Problem details
Keyword search on "content": report each line of the records that contains it.

Information given
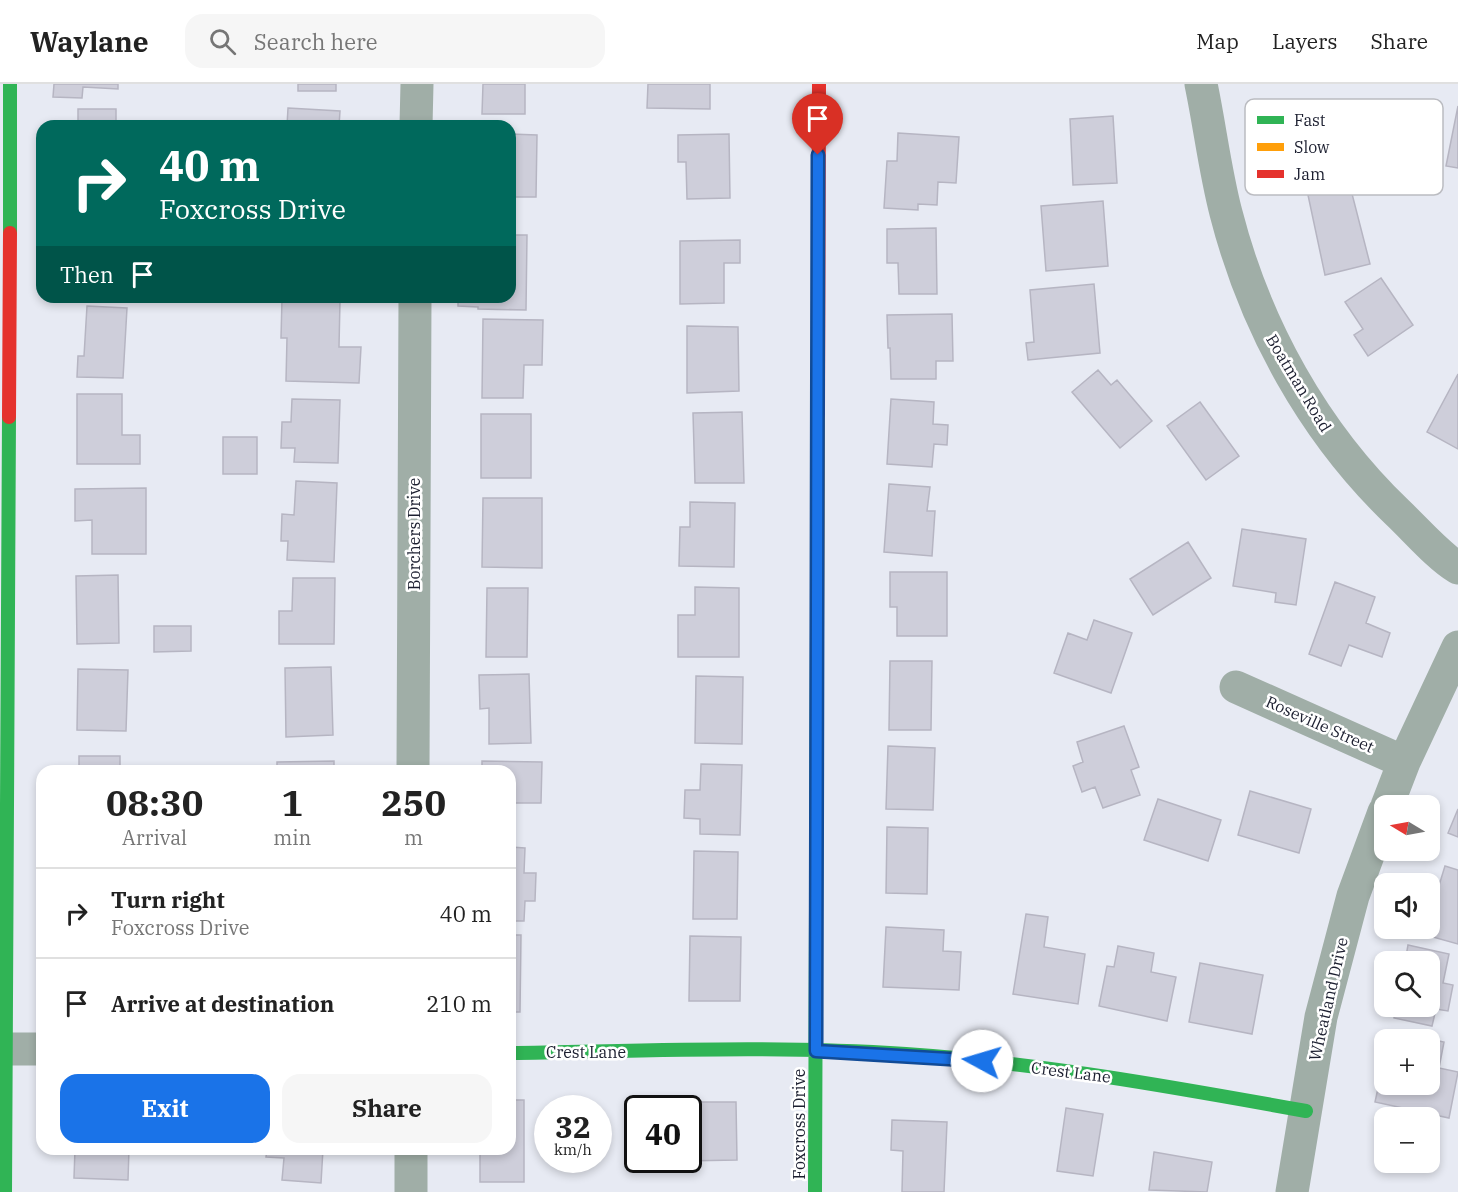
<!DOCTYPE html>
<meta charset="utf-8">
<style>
body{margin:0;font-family:"IBM Plex Serif",serif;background:#f6f6f6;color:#222;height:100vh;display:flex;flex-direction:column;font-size:22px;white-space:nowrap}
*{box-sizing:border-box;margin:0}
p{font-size:20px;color:#767676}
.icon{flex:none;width:33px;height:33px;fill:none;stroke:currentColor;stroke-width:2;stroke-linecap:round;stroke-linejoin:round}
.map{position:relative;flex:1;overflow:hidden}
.side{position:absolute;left:36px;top:681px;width:480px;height:390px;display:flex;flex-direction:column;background:#fff;border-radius:18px;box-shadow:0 3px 9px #0003}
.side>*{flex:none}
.top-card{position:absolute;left:36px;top:36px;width:480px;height:183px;border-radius:18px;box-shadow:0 3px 9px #0003;background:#00695c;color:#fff;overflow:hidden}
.needle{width:39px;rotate:280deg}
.fabs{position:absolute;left:1374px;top:711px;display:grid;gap:12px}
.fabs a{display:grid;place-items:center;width:66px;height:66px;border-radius:12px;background:#fff;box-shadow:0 3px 9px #0003;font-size:30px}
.speed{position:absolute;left:534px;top:1011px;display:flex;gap:12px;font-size:30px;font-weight:700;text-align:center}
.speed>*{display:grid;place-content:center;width:78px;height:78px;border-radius:50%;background:#fff;box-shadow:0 3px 9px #0003;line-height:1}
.speed small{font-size:15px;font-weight:400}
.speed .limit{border:3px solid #111;border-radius:9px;background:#fff;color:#111}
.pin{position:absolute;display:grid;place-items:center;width:51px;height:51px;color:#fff;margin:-62px -26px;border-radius:50% 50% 50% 0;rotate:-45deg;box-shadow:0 0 6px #0007}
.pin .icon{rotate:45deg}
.me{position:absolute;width:66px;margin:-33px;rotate:276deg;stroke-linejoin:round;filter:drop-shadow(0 0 4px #0008)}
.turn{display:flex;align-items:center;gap:21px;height:126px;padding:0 24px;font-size:27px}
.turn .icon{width:78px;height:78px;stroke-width:2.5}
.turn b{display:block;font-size:42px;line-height:51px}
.then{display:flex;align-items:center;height:57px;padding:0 24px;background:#0003;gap:12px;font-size:22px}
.eta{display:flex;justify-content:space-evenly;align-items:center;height:102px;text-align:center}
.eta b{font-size:36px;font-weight:700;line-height:42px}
.action{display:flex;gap:12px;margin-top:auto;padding:12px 24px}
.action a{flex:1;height:69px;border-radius:18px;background:#1a73e8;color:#fff;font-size:24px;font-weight:700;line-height:69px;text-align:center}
.action a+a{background:#f6f6f6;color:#222}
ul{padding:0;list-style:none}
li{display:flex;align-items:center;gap:18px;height:90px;padding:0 24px;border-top:2px solid #e0e0e0}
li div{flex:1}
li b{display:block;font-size:22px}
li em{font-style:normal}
header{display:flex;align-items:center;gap:36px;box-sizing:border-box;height:84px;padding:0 30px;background:#fff;border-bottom:2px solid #e0e0e0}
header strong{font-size:28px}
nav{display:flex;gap:33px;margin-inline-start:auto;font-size:21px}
.search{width:420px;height:54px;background:#f6f6f6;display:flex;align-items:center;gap:15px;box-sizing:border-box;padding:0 21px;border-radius:18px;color:#767676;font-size:22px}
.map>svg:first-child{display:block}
.building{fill:#ceceda;stroke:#b6b5c2;stroke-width:1.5}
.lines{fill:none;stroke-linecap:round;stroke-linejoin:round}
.street{stroke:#a0aea7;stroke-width:33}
.fast{stroke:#30b455;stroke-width:14}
.slow{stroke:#ff9f0a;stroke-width:14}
.jam{stroke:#e5322d;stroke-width:14}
.route-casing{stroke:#114b97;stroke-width:15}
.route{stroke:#1a73e8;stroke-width:10}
.labels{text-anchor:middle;stroke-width:5;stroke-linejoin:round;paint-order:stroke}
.street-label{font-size:16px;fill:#1c1f30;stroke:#fff}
.key{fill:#fff;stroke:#bbbcc1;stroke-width:1.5}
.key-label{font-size:16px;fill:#1c1f30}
</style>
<header>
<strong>Waylane</strong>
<div class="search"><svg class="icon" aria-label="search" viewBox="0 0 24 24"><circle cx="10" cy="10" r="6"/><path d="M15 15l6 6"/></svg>Search here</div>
<nav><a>Map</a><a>Layers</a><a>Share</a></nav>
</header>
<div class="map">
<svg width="1458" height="1108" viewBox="0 0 1458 1108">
<rect width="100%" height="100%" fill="#e7eaf3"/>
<!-- building -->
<path class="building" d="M54 0H118V5L83 3 82 14 53 13Z
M298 0H336V7H298Z
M483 0H525V30H482Z
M648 0H710V25L647 24Z
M1458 22V84L1446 82Z
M288 24 340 27 339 42H287Z
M78 25H116V42H78Z
M1113 32 1117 99 1073 101 1070 35Z
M898 49 959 53 956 99 938 98 937 121 918 120V126L884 124 887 77H897Z
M510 50 537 51 536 113H510Z
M729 50 730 114 687 115 686 78H678V51Z
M1350 102 1370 180 1325 191 1308 111Z
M1103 117 1108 182 1046 187 1041 122Z
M936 144 937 210H899L898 179H887V145Z
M510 151H527L526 226 478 225V223L458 222V213H510Z
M740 156V179H724V219L680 220V157Z
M1381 194 1413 241 1368 272 1354 251 1363 245 1345 218Z
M1094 200 1100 269 1028 276 1026 259 1034 258 1030 206Z
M282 215 340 217 339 263H361L359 299 286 297 287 254H281Z
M87 222 127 224 123 294 77 293 78 272H84Z
M952 230 953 277H936V295H891L890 264H888L887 231Z
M483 235 543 236 542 281H524L523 314H482Z
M687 242 738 243 739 307 687 309Z
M1098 286 1111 301 1117 296 1152 337 1120 364 1072 308Z
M1458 290V365L1427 348Z
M77 310H122V351H140V380H77Z
M292 315 340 316 338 379 294 378 295 364H281L282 338H291Z
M891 315 934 318 933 340 948 341 947 361 934 360 932 383 887 380Z
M1200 318 1239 372 1206 396 1167 342Z
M742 328 744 399H695L693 329Z
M481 330H531V394H481Z
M223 353H257V390H223Z
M296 397 337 399 334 478 287 476 288 457H281L282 430 294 431Z
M889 400 930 403 927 427H935L932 472 884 468Z
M146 404V470H92V436L75 437V405Z
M483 414H542V484L482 483Z
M690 418 735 419 734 483 679 482 680 443H690Z
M1242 445 1306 455 1296 521 1275 518 1276 509 1233 502Z
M1188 458 1211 494 1153 531 1130 495Z
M890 488H947V552H897V523H890Z
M118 491 119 559 77 560 76 492Z
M293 494H335L334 560H279V527H292Z
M1335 498 1375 513 1366 539 1390 549 1382 573 1349 561 1341 582 1309 570Z
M695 503 739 504V573H678V531H695Z
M487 504H528L527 573H486Z
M1094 536 1132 549 1111 609 1054 589 1068 549 1087 556Z
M154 542H191V567L154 568Z
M890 577H932L931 646H889Z
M331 583 333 651 286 653 285 584Z
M78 585 128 586 126 647 77 646Z
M529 590 531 659 489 660V624L480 625 479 591Z
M696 592 743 593 742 660 695 659Z
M1124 642 1139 683 1131 686 1140 711 1103 724 1095 703 1082 708 1073 682 1083 678 1077 658Z
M888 662 935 664 933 726 886 725Z
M79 672H120V687H79Z
M334 677V687H277V678Z
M482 677 542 678 541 719H513L512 745H510V687H482Z
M701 680 742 681 740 751 700 750V735L684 734 685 706H700Z
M1250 707 1311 725 1299 769 1238 751Z
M1158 715 1221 736 1208 777 1144 756Z
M1458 725V753L1448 749Z
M887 743 928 744 927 810 886 809Z
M510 763 525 764 524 789H536L535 817H525L524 837H510Z
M694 767 738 768 737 835H693Z
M1445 782 1458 786V860L1415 848 1416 844H1430V806L1437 808Z
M1026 830 1048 833 1044 863 1085 870 1078 920 1013 910Z
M886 843 944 846 943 867 961 868 959 906 883 903Z
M510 851H521L520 928H510Z
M690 852 741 853 740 917H689Z
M1408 861 1449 870 1443 899 1453 901 1448 927 1436 925 1432 942 1394 934 1396 922H1430V878H1405Z
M1118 862 1154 869 1151 888 1176 893 1167 937 1099 922 1107 882 1114 883Z
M1200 879 1263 891 1252 950 1189 938Z
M1401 949 1444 958 1439 984 1458 988 1449 1034 1375 1018 1384 977V1000H1430V956H1400Z
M510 1016H524V1098H480V1065H510Z
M694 1018H736L737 1076 683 1077 688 1076V1037L694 1036Z
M1066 1024 1103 1030 1093 1092 1057 1087Z
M892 1036 947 1038 944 1108H902L903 1067 891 1066Z
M75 1065H129L128 1096 74 1094Z
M267 1065H323L321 1099 282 1096 284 1074 266 1073Z
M1154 1068 1212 1078 1207 1108 1149 1106Z"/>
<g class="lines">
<!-- street -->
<path class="street" d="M1201 0C1210 43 1215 87 1226 129 1255 242 1314 349 1398 429 1416 446 1437 471 1458 484
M416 42 417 0
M1236 603 1404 678
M413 687 415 213
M1387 722 1404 678 1458 563
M0 965H42
M411 1108V1065
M1292 1108 1321 933 1353 812 1384 728"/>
<!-- fast -->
<path class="fast" d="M10 149V0
M510 969C642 967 774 961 906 970 1040 979 1173 1003 1306 1027
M5 1108 9 333
M815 1108 817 549"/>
<!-- slow -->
<path class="slow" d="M817 549 818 330"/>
<!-- jam -->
<path class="jam" d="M818 330 819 0
M9 333 10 149"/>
</g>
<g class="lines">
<!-- route casing -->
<g class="route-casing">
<path id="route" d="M818 71 816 967 982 977"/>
</g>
<!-- route -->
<use href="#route" class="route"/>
</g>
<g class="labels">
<!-- street labels -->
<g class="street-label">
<text transform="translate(1299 299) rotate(59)" y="6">Boatman Road</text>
<text transform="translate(414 450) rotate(-90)" y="6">Borchers Drive</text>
<text transform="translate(1320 640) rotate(24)" y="6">Roseville Street</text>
<text transform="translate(1328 915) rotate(-77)" y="6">Wheatland Drive</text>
<text x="586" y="974">Crest Lane</text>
<text transform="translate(1071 988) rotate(7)" y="6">Crest Lane</text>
<text transform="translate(799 1040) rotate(-90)" y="6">Foxcross Drive</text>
</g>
</g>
<!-- legend -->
<rect x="1245" y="15" width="198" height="96" rx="9" class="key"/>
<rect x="1257" y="32" width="27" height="8" fill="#30b455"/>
<rect x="1257" y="59" width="27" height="8" fill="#ff9f0a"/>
<rect x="1257" y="86" width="27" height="8" fill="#e5322d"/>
<g class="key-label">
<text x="1294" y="42">Fast</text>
<text x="1294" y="69">Slow</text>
<text x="1294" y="96">Jam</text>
</g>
</svg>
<div class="fabs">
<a><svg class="needle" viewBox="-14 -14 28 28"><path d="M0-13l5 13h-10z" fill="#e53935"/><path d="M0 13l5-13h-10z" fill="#767676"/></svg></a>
<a><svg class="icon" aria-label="sound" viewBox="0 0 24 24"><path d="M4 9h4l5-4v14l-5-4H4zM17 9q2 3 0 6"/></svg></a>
<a><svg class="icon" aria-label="search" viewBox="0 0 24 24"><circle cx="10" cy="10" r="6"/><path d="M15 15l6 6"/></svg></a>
<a>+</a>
<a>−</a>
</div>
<div class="speed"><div>32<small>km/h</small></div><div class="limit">40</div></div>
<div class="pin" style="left:818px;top:71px;background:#d93025"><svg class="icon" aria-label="arrive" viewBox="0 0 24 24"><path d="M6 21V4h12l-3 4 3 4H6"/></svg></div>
<svg class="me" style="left:982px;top:977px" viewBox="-20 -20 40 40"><circle r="19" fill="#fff"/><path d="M0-13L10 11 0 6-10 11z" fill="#1a73e8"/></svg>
<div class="top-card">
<div class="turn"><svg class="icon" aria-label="right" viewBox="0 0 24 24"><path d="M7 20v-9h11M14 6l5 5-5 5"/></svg><div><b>40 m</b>Foxcross Drive</div></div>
<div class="then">Then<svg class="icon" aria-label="arrive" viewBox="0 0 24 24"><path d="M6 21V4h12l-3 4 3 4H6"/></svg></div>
</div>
<section class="side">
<div class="eta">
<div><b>08:30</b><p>Arrival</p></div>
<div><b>1</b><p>min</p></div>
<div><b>250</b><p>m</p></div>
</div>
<ul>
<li><svg class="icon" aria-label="right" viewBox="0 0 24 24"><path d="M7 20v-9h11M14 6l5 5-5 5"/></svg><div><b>Turn right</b><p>Foxcross Drive</p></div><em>40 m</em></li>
<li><svg class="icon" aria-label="arrive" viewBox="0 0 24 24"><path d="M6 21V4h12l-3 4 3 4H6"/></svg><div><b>Arrive at destination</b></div><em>210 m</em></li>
</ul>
<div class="action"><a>Exit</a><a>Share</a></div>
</section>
</div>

Result
.speed>*{display:grid;place-content:center;width:78px;height:78px;border-radius:50%;background:#fff;box-shadow:0 3px 9px #0003;line-height:1}
.eta{display:flex;justify-content:space-evenly;align-items:center;height:102px;text-align:center}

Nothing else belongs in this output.